Geneva, 09 July 2005 - A Red Cross official says he is very worried about the deteriorating security situation in western Ivory Coast, telling VOA violence is increasing.
Pierre Ryter has just completed a three-year assignment as head of the ICRC delegation in the Ivory Coast. He tells VOA, a massacre that killed dozens of people in the area of Duekoue in June was different from previous killings.
"It was not the first massacre that took place," Mr. Ryter said. "Especially in 2002-2003 in western part of Cote d'Ivoire, there were several such massacres. This year, of course, this incident took everyone by surprise, not the fact that people were killed, but the fact that you had such a large number of women and children being killed. And, in Cote d'Ivoire, so far, most of the killings just targeted male, adult males."
In the western villages of Petit Duekoue and nearby Guitrozon, more than 40 people were shot, hacked to death with machetes, or burned alive in their homes in the early hours of June 1.
The United Nations came under criticism for the violence, which happened in a government controlled area, but near a so-called zone of confidence dividing army troops from rebels.
Mr.
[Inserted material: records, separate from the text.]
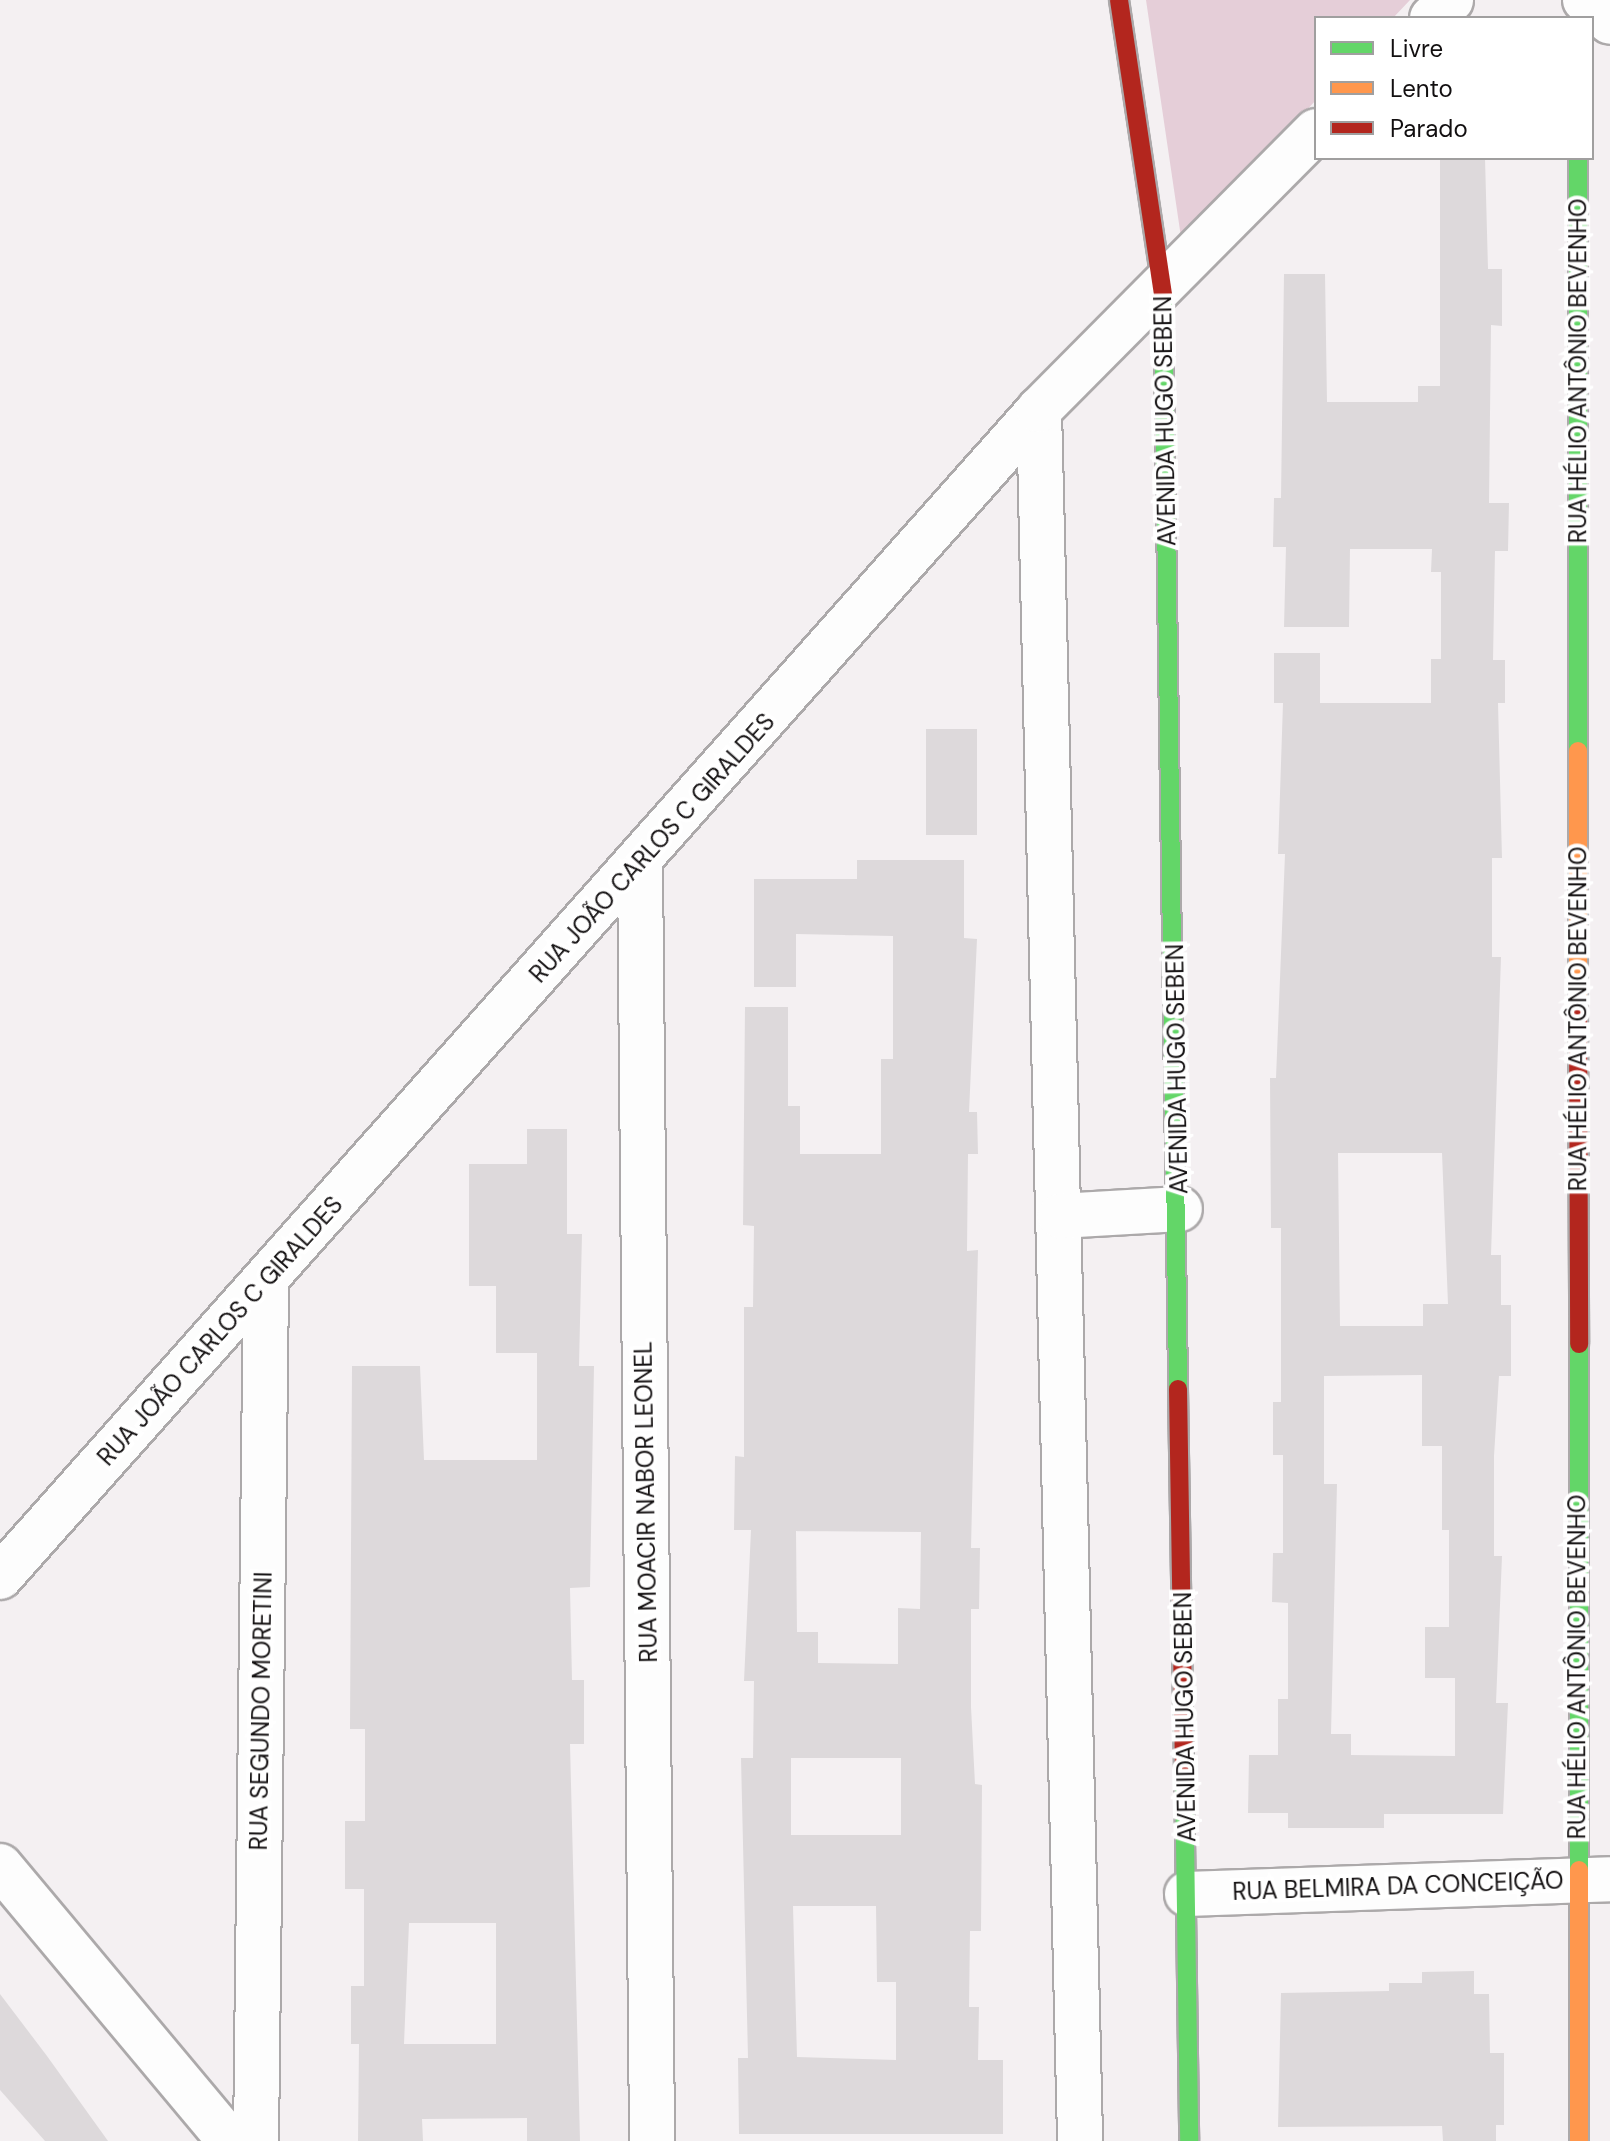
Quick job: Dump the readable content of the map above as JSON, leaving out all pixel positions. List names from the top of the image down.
{
  "streets": {
    "street": [
      "RUA HÉLIO ANTÔNIO BEVENHO",
      "AVENIDA HUGO SEBEN",
      "RUA JOÃO CARLOS C GIRALDES",
      "RUA MOACIR NABOR LEONEL",
      "RUA SEGUNDO MORETINI",
      "RUA BELMIRA DA CONCEIÇÃO"
    ]
  },
  "crossings": [
    ["RUA HÉLIO ANTÔNIO BEVENHO", "RUA BELMIRA DA CONCEIÇÃO"],
    ["AVENIDA HUGO SEBEN", "RUA JOÃO CARLOS C GIRALDES"],
    ["AVENIDA HUGO SEBEN", "RUA BELMIRA DA CONCEIÇÃO"],
    ["RUA JOÃO CARLOS C GIRALDES", "RUA MOACIR NABOR LEONEL"],
    ["RUA JOÃO CARLOS C GIRALDES", "RUA SEGUNDO MORETINI"]
  ],
  "legend": ["Livre", "Lento", "Parado"]
}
Ryter says the Red Cross is seriously concerned about the protection of civilians and punishment for those who commit atrocities.
"And, now, of course, given the political situation, there are many fears that things can happen there, without anyone taking responsibility for it, because there is supervision for sure," he said. "But, again, the supervision is, I would say, overall security, but there is no administration in place. There is a complete kind of lack of control by any kind of organized administration."
Last week, President Laurent Gbagbo signed a decree installing a military administration to oversee western Ivory Coast, following the massacres in Duekoue.
The Red Cross official says it is crucial that new laws on nationality and a disarmament agreement among the different factions be implemented. If the disarmament process does not begin this month as agreed, he says, there could be a resumption of hostilities.